How Should Revenues Be Distributed Across Customers? Understanding the Costs and Benefits of Customer Concentration

Alok R. Saboo, V. Kumar and Ankit Anand

Importance of Customer Relationships 

Building and managing customer relationships is a crucial organizational function because these relationships translate into increased customer loyalty, better inventory management, and, in general, reduced transaction costs. However, given that building these relationships requires scarce organizational resources, firms typically end up allocating their relationship management efforts toward the customers that bring in the most revenue. This can result in a distribution in which approximately 80% of revenues are concentrated among only 20% of customers (classic 80/20 rule). Managing fewer relationships may be easier and may even benefit the firm in certain situations, but the consequences of such skewed revenue distributions have not been formally examined. In an upcoming article in Journal of Marketing, we develop the idea of customer concentration, which is defined as the spread of revenue among the portfolio of customers to study the consequence of such skewed revenue distribution.

Why Is It Beneficial to Have Fewer Customers?

Having fewer customer relationships is easier for firms without adequate resources to manage these relationships. Firms can allocate resources toward nurturing customer relationships, resulting in the ability to anticipate and fulfill the needs of their major customers. Such customers are also more likely to share resources and work closely with the supplier firm. In summary, a concentrated customer base can be valuable for suppliers that lack internal resources by allowing them to rely on their customers to substitute these deficiencies. An initial public offering (IPO) provides one such context, because firms going public typically lack relevant resources in the initial stages of their life cycle and tend to depend on their customer relationships. IPO firms are also under increased investor scrutiny due to their high failure rates; strong customer relationships should help alleviate these investor concerns, improving IPO outcomes.

Why Might It Be Unwise to Have Fewer Customers?

We argue that having strong relationships with few customers (i.e., high customer concentration) hurts supplier firms’ profitability as a result of their reduced bargaining power relative to their customers and their corresponding inability to translate these strong relationships into profits. Given that major customers are well aware of their importance for the supplier firm, they typically demand lower prices, frequent deliveries of small quantities, product customizations, and extended technical and marketing support. For instance, more than 100 firms boast of having Walmart as their key customer and, at the same time, also complain about the mega-retailer’s profit-squeezing margins and relentless pressure to improve the supply chain. Moreover, having revenues concentrated in a few customers increases the firm’s vulnerability to customer churn. We use the IPO context to examine these conflicting consequences of customer concentration. 

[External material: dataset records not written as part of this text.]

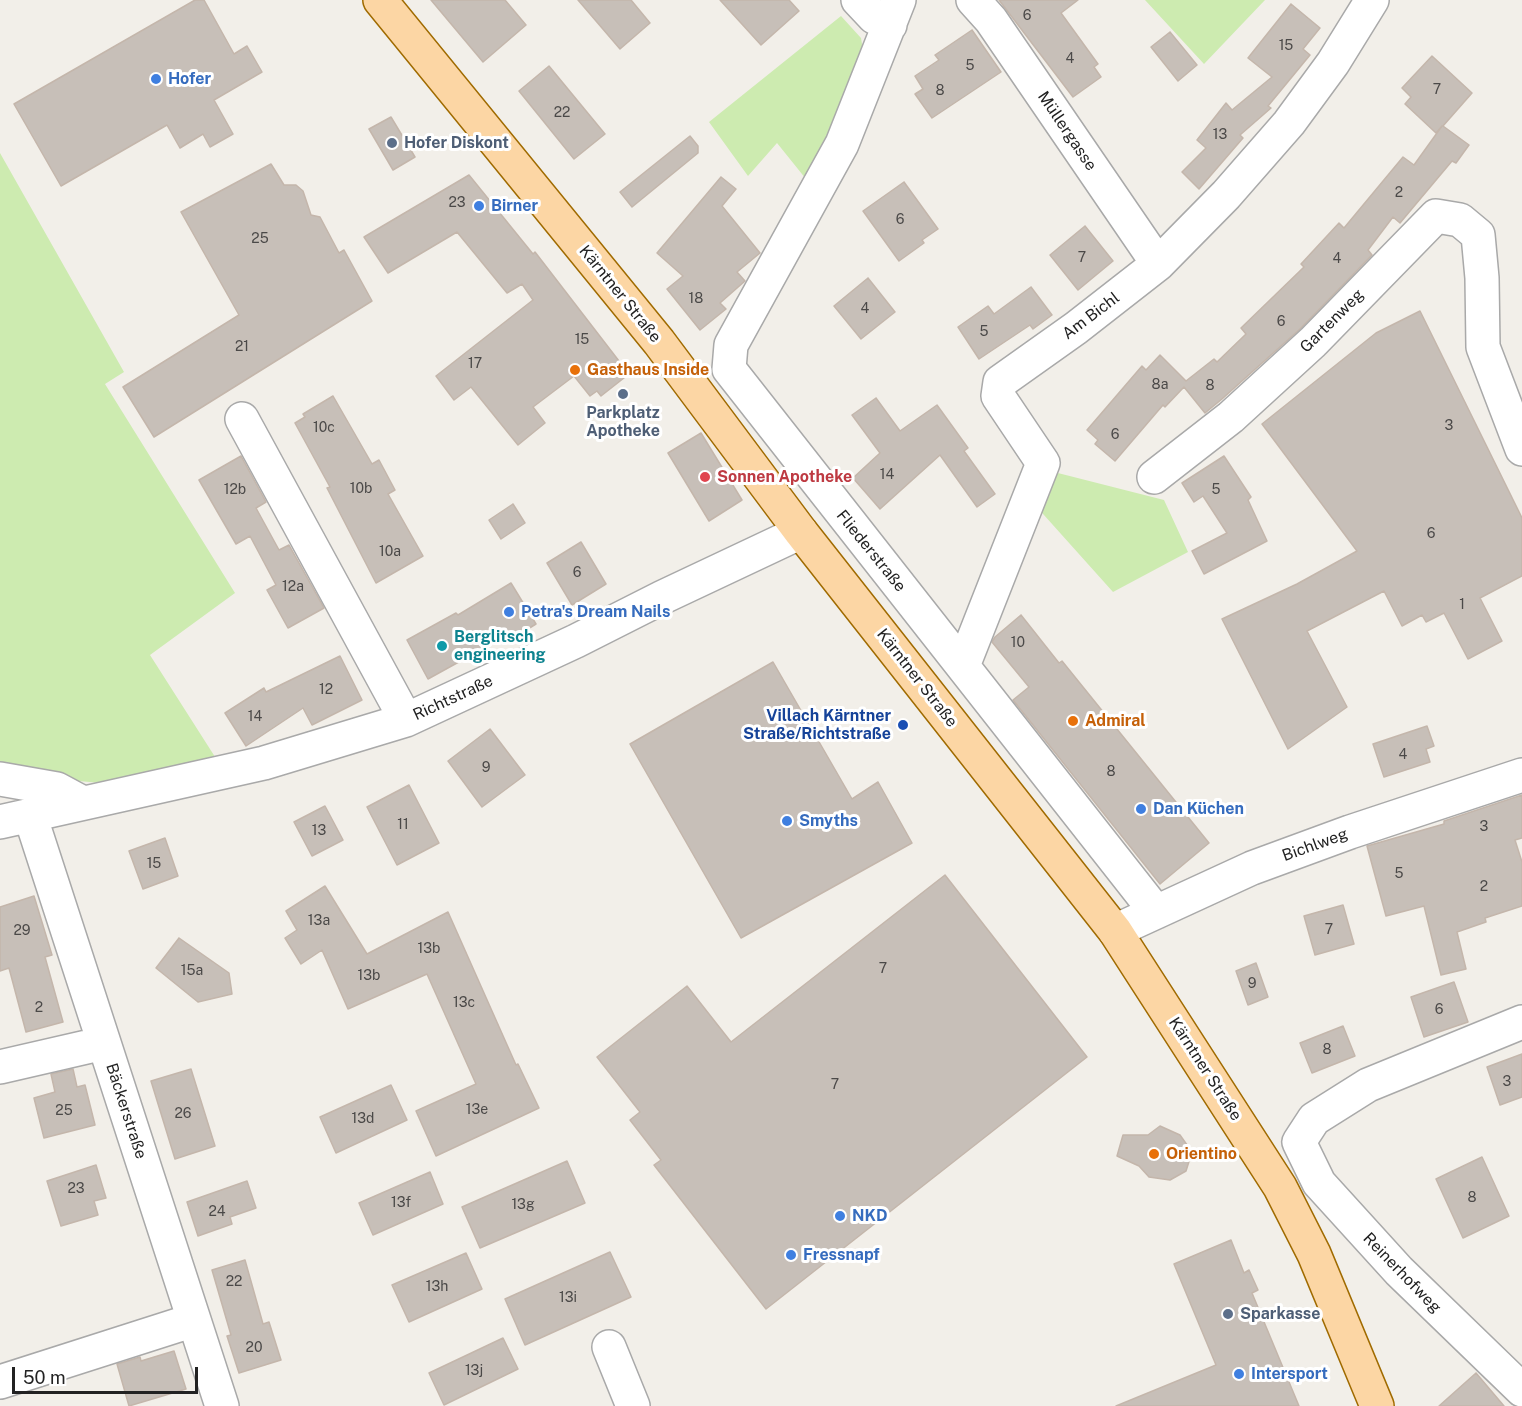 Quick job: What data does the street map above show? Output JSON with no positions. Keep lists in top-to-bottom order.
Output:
{
  "streets": {
    "main road": ["Kärntner Straße"],
    "street": [
      "Müllergasse",
      "Am Bichl",
      "Gartenweg",
      "Fliederstraße",
      "Richtstraße",
      "Bichlweg",
      "Bäckerstraße",
      "Reinerhofweg"
    ]
  },
  "crossings": [
    ["Müllergasse", "Am Bichl"],
    ["Kärntner Straße", "Richtstraße"],
    ["Kärntner Straße", "Bichlweg"],
    ["Am Bichl", "Fliederstraße"],
    ["Fliederstraße", "Bichlweg"],
    ["Richtstraße", "Bäckerstraße"]
  ],
  "places": [
    "Hofer",
    "Hofer Diskont",
    "Birner",
    "Gasthaus Inside",
    "Parkplatz Apotheke",
    "Sonnen Apotheke",
    "Petra's Dream Nails",
    "Berglitsch engineering",
    "Admiral",
    "Villach Kärntner Straße/Richtstraße",
    "Dan Küchen",
    "Smyths",
    "Orientino",
    "NKD",
    "Fressnapf",
    "Sparkasse",
    "Intersport"
  ],
  "house_numbers": [
    "6",
    "15",
    "4",
    "5",
    "7",
    "8",
    "22",
    "13",
    "2",
    "23",
    "6",
    "25",
    "7",
    "4",
    "18",
    "4",
    "6",
    "5",
    "15",
    "21",
    "17",
    "8a",
    "8",
    "3",
    "10c",
    "6",
    "14",
    "10b",
    "12b",
    "5",
    "6",
    "10a",
    "6",
    "12a",
    "1",
    "10",
    "12",
    "14",
    "4",
    "9",
    "8",
    "11",
    "3",
    "13",
    "15",
    "5",
    "2",
    "13a",
    "7",
    "29",
    "13b",
    "7",
    "15a",
    "13b",
    "9",
    "13c",
    "2",
    "6",
    "8",
    "3",
    "7",
    "13e",
    "25",
    "26",
    "13d",
    "23",
    "8",
    "13f",
    "13g",
    "24",
    "22",
    "13h",
    "13i",
    "20",
    "13j"
  ],
  "scale_bar": "50 m"
} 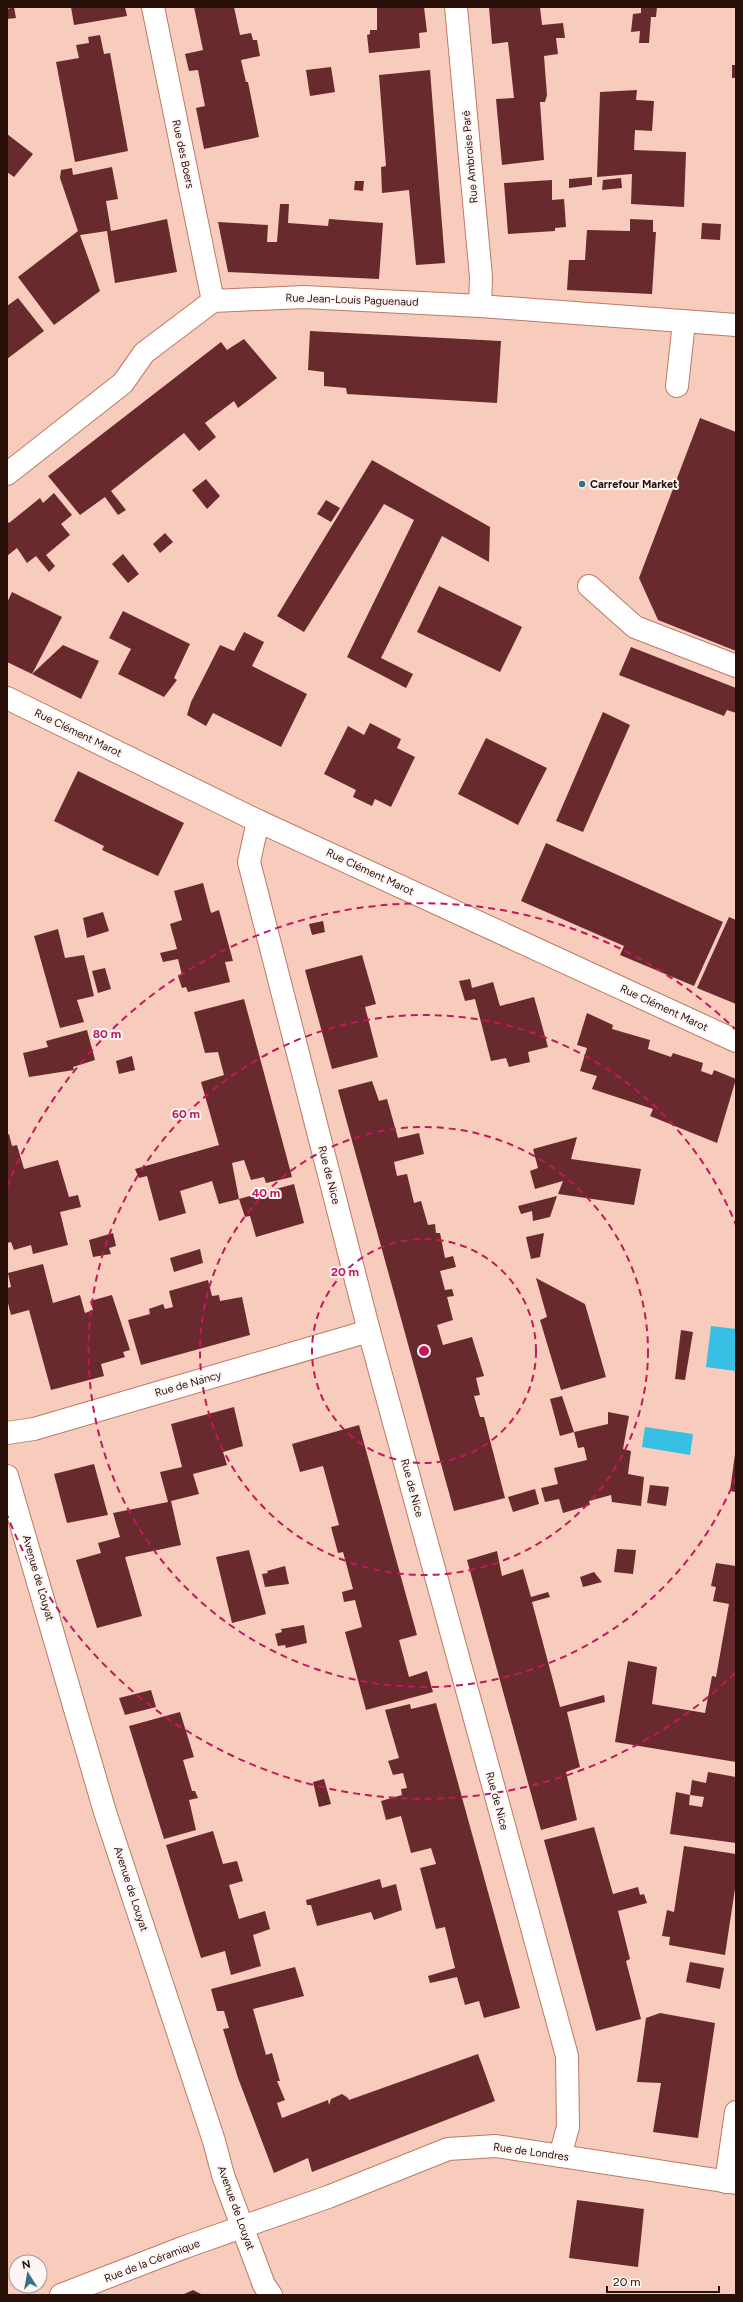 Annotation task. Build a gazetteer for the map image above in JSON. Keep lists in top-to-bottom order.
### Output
{
  "streets": {
    "street": [
      "Rue des Boers",
      "Rue Ambroise Paré",
      "Rue Jean-Louis Paguenaud",
      "Rue Clément Marot",
      "Rue de Nice",
      "Rue de Nancy",
      "Avenue de Louyat",
      "Rue de Londres",
      "Rue de la Céramique"
    ]
  },
  "crossings": [
    ["Rue des Boers", "Rue Jean-Louis Paguenaud"],
    ["Rue Ambroise Paré", "Rue Jean-Louis Paguenaud"],
    ["Rue Clément Marot", "Rue de Nice"],
    ["Rue de Nice", "Rue de Nancy"],
    ["Rue de Nice", "Rue de Londres"],
    ["Avenue de Louyat", "Rue de Londres"],
    ["Avenue de Louyat", "Rue de la Céramique"],
    ["Rue de Londres", "Rue de la Céramique"]
  ],
  "places": ["Carrefour Market"],
  "scale_bar": "20 m",
  "north": "top",
  "rings": [
    "80 m",
    "60 m",
    "40 m",
    "20 m"
  ]
} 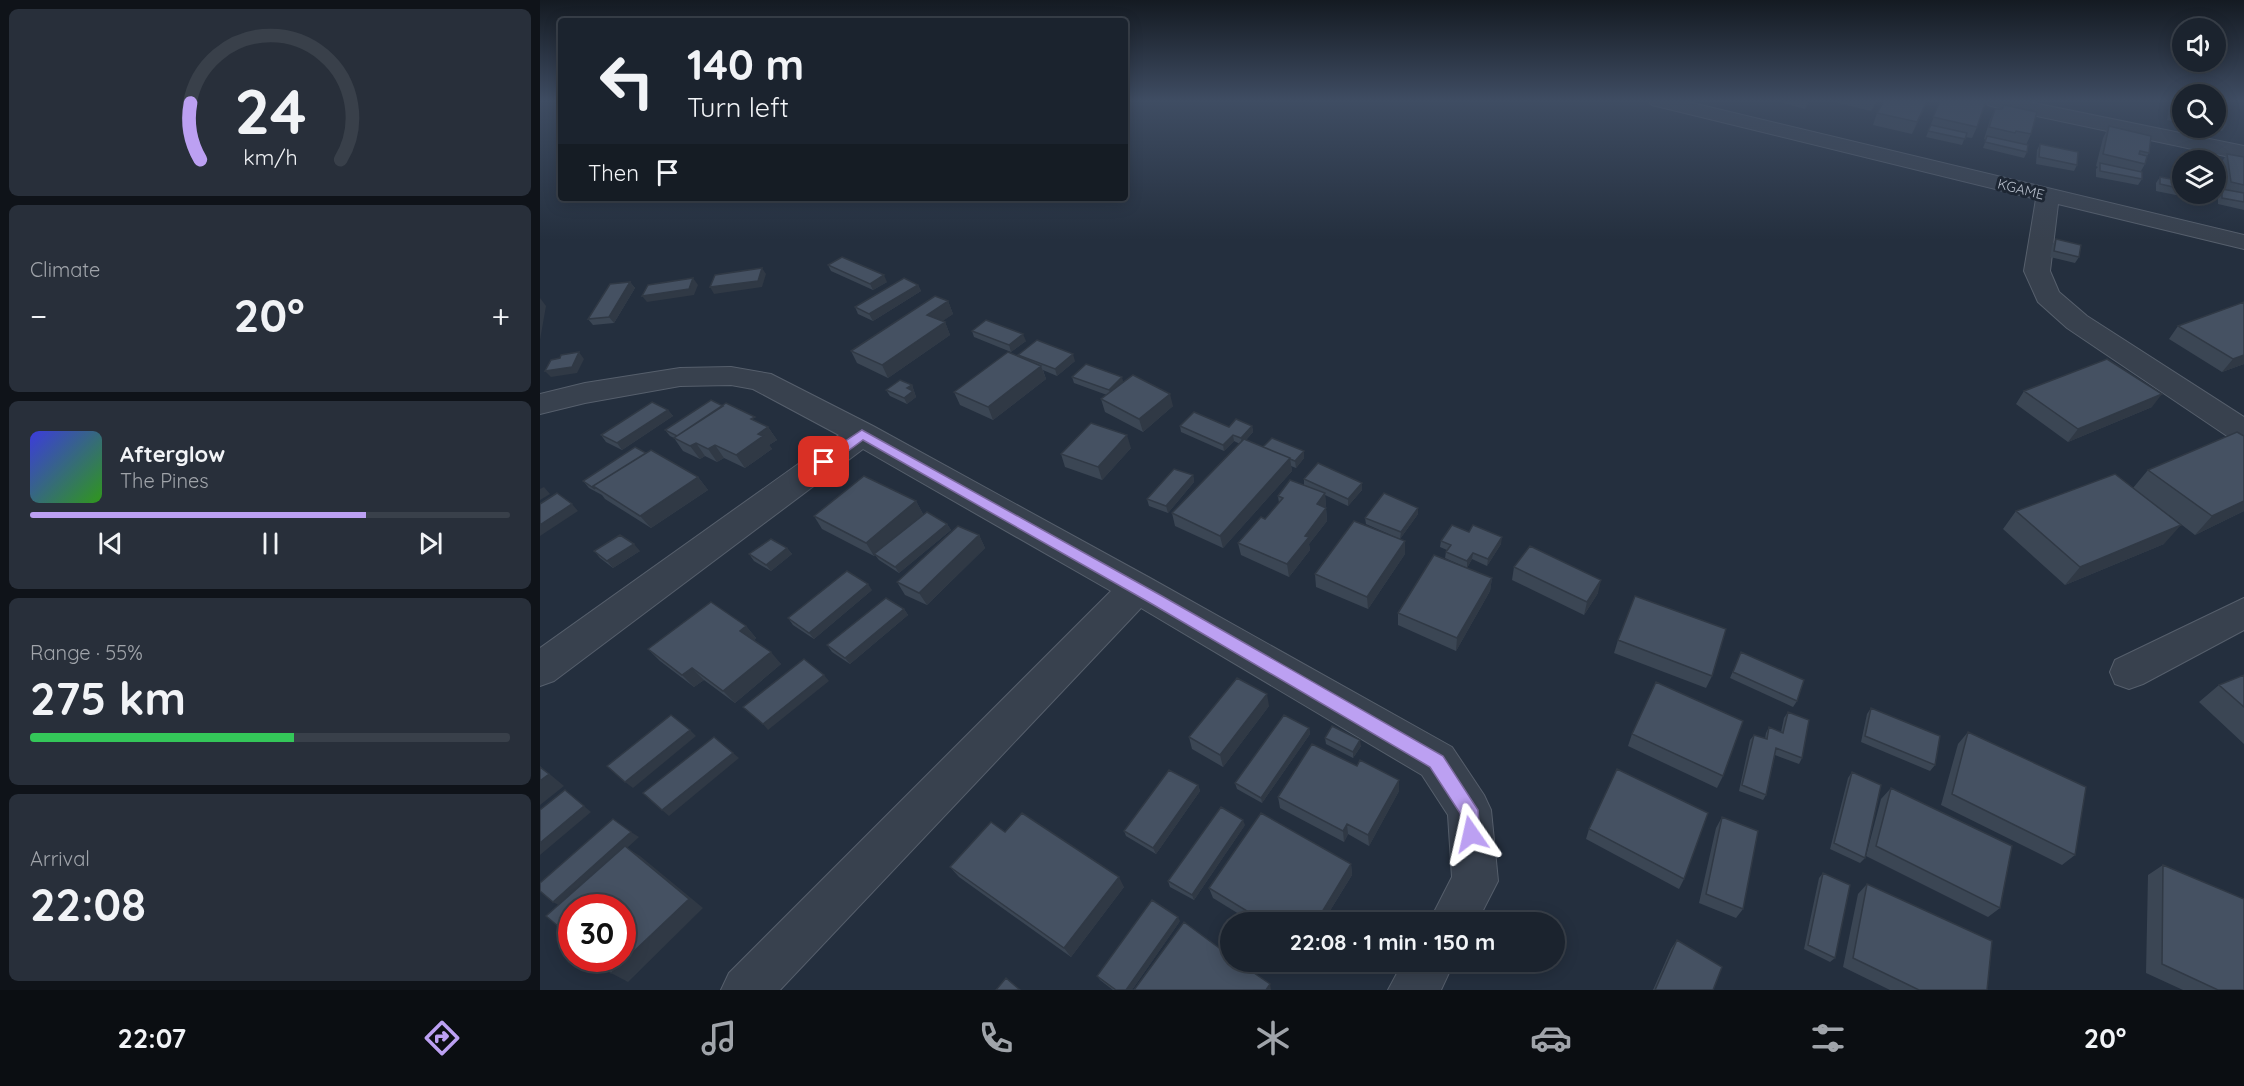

What Do We Observe in Our Study?

We analyzed approximately 1,000 IPO firms across 56 industries using robust econometric methods. As we suspected, having a concentrated customer base helps the suppliers when they are going public by improving their IPO outcomes. High customer concentration signals the stability of cash flow (e.g., a supplier signaling that Walmart, the world’s largest retailer, is one of its major customers) to IPO investors, who are predominantly interested in the immediate survival of these firms. However, our results also suggest the adverse effects of having a concentrated portfolio of customers, such that major customers bargain away the value created in the relationship and significantly hurt suppliers’ profitability in the long run. For an average firm in our sample, this translates to an additional loss of roughly $7 million in the subsequent year or about $20.32 million over the next four years.

What Should Managers Do?

Our primary results suggest that managers should strive to evenly spread out the revenue across their customer base and not rely on a few customers for their revenues. An even distribution of revenues improves the supplier firms’ bargaining power and their ability to profit from their customers. However, we acknowledge that many firms may not be able to change their customer mix, at least in the short run, and we explore additional factors that supplier firms can use to mitigate the negative consequences of a higher customer concentration.

Our results highlight two specific actions that supplier firms can take. First, suppliers should invest in their internal organizational capabilities, which allow them to efficiently utilize their limited resources to get the maximum output. We specifically emphasize the three core organizational capabilities: marketing, technological, and operational capabilities. These capabilities improve resource utilization and enable the supplier to learn from its customers, anticipate their needs, offer superior offerings, increase production efficiencies, and, in turn, reduce churn and increase customer dependence. Second, our research also shows that managers should improve the overall quality of their customer base. Low-quality customers (as indicated by their financial well-being and their ability to repay debts) lack the resources themselves and do not offer much value in terms of providing access to resources. Such customers may draw the firm’s attention away from other higher-quality customers.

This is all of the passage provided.